So I'll click on the ruler and any text that has a tab before it will jump to that location. So this text right here is centered. Now if you're working on your own document, you have to actually type in these tabs for this to work. Now notice that before we had default tabs of every half inch, but as soon as I add my own tab to the ruler, all of those go away, and so hitting Tab will just jump straight to the 2.5 inch mark. Let's line up our text on the right-hand side. So I'll go back over to our tab box and click it one more time to get a right tab, and I'll come over and click on the 4.5 inch mark.
That was too close. If you have a tab that's not in the right location, you can put your cursor very carefully over it. Make sure it's the very tip of your arrow and click-and-hold. You'll know you got it right when you get a vertical line going down your screen and I'll pick this up and drag it over to the 5.5 inch mark. Now that looks good, but it looks like this center area could stand to move over, so I'll go ahead again, point very carefully at the tab and drag it over a bit. There, that's better. This is a bit opportunity to usr the bar tab, so I'll click two more times on the tab toggle and get the bar tab.

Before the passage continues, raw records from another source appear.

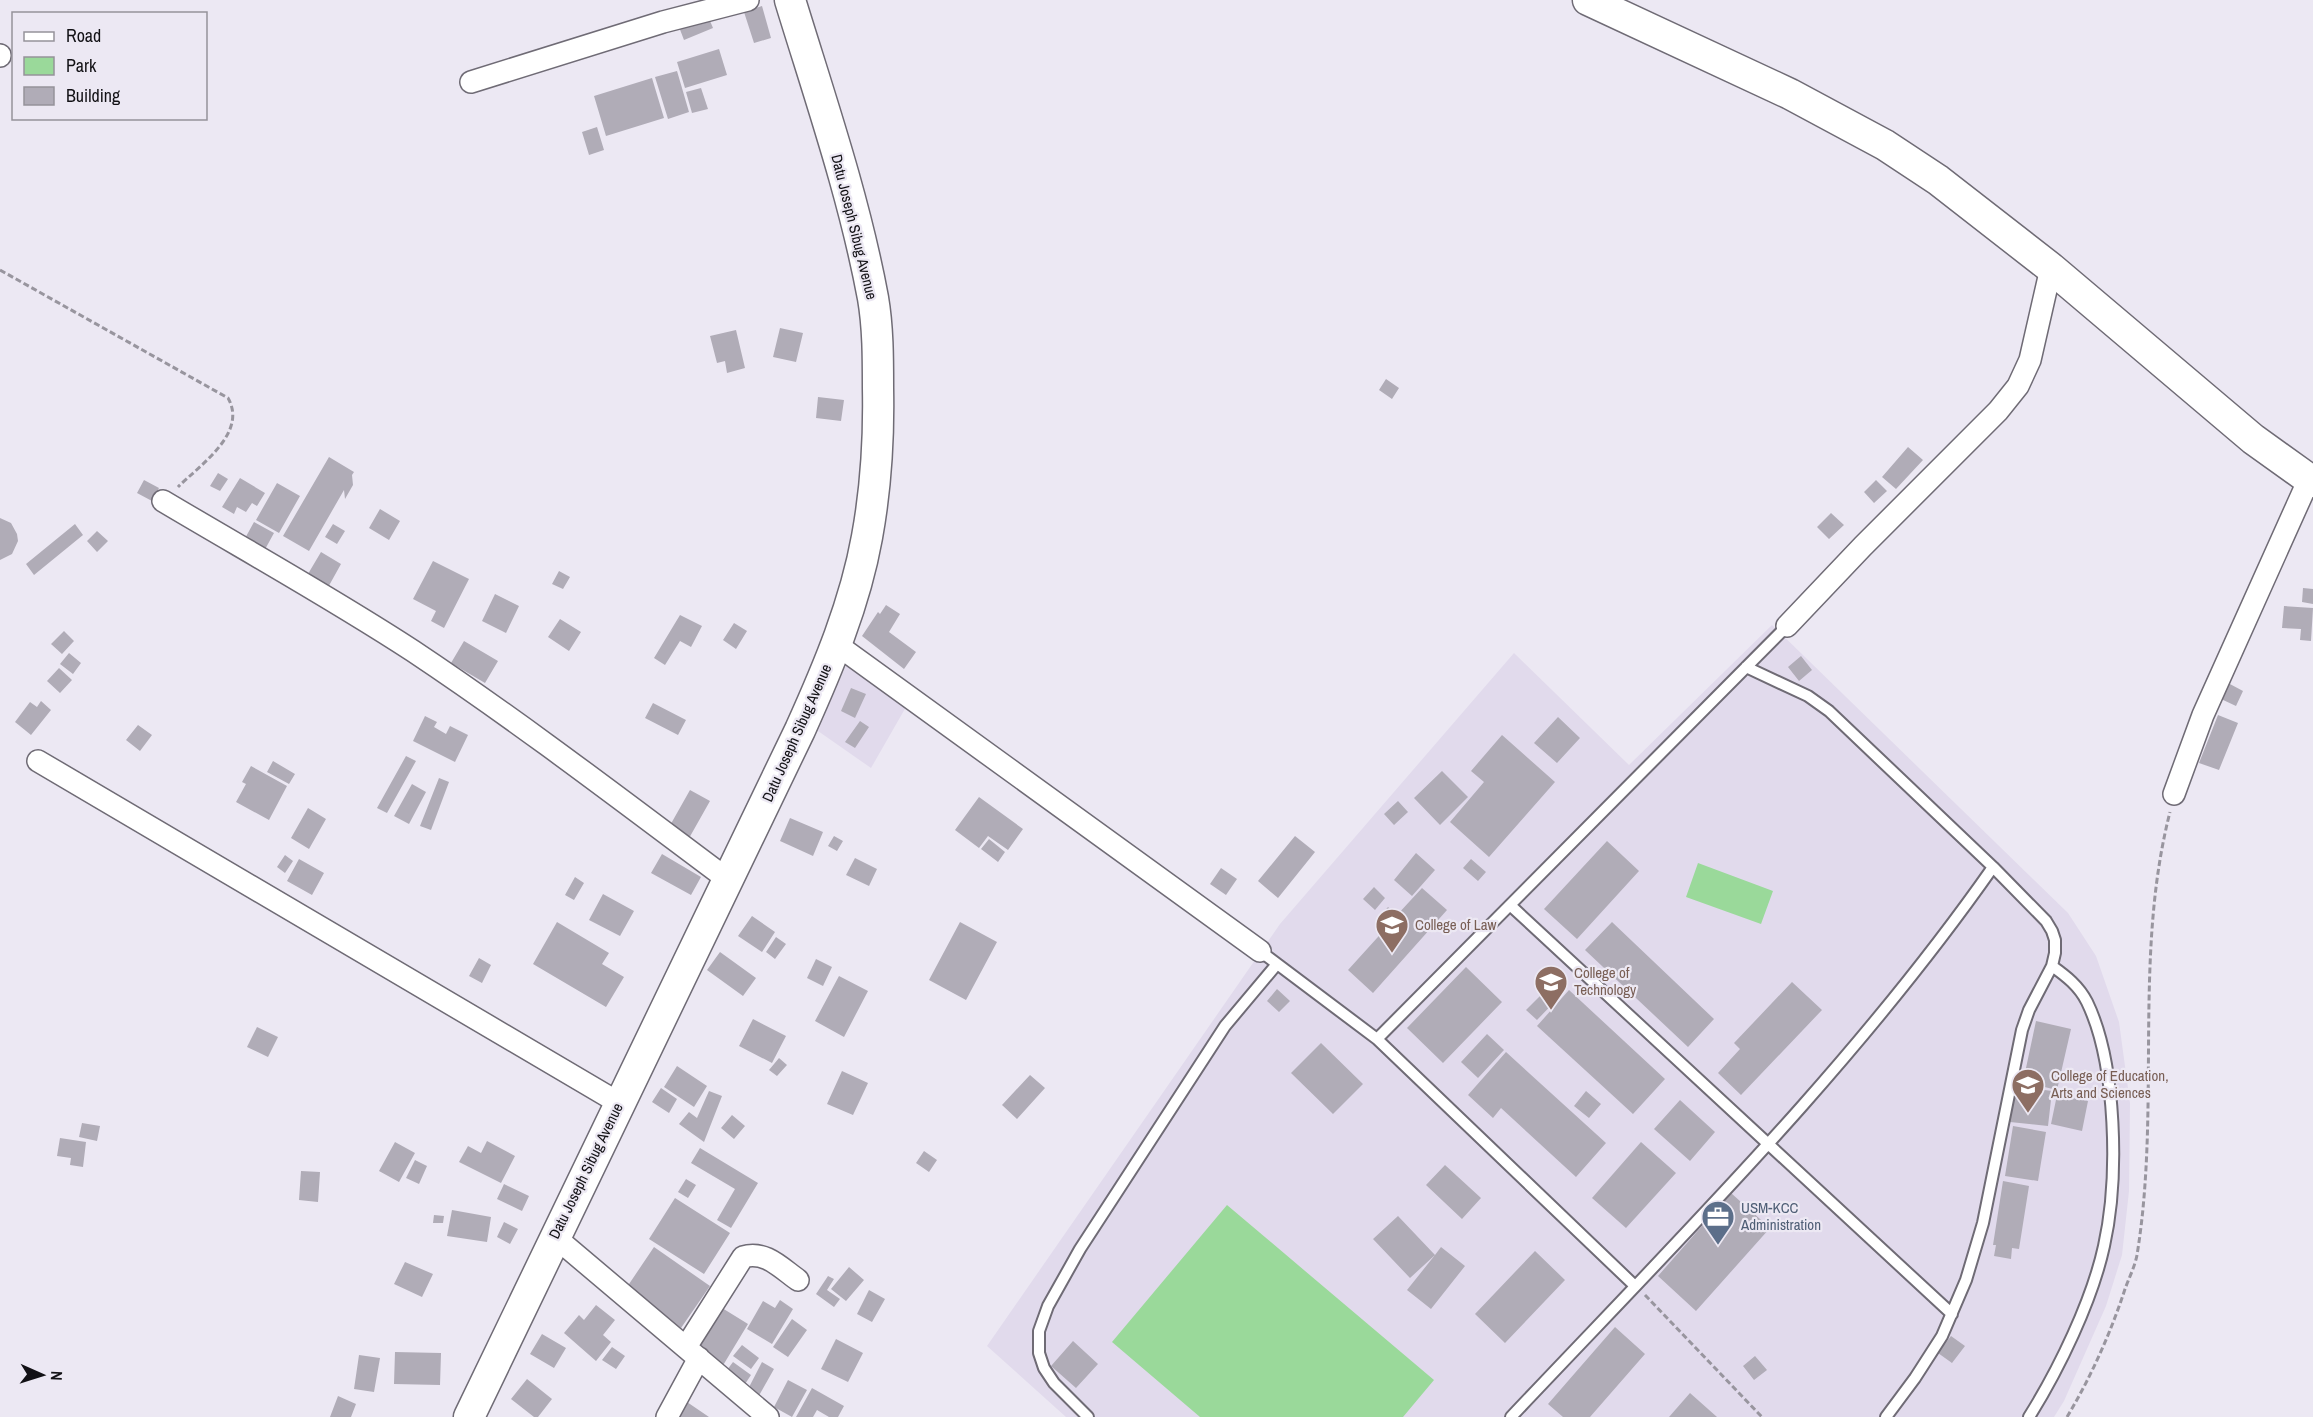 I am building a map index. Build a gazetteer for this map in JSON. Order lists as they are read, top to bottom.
{
  "streets": {
    "main road": ["Datu Joseph Sibug Avenue"]
  },
  "places": {
    "school or university": ["College of Law", "College of Technology", "College of Education, Arts and Sciences"],
    "office": ["USM-KCC Administration"]
  },
  "legend": ["Road", "Park", "Building"],
  "north": "right"
}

I want to put a vertical line right in the middle here so that looks like about the 1.5 inch mark. So I'll go ahead and click on it and the bar tab gives me a vertical line, and I'll go ahead and do the same thing right at about three and three quarters. Now that looks a little funny when I have my paragraph marks on, but as soon as I turn them off, that looks great. I'll turn them back on again. Let's talk about tab leaders. Tab leaders are the dot, dot, dot, dot marks that you see in between, for example, content and page numbers in a table of contents or phone list.
You should never type these yourself using periods or underlines. The leaders themselves adjust automatically with the length of your content. So let's put leaders between our sections here. I still have all my content highlighted. And then I can double-click on any one of the tabs and the dialog box that we saw earlier opens up. This is showing me that I have a Bar Tab at the 1.5 inch mark, a Center Tab at the 2.75 inch mark, and that's one that I want to add a leader on.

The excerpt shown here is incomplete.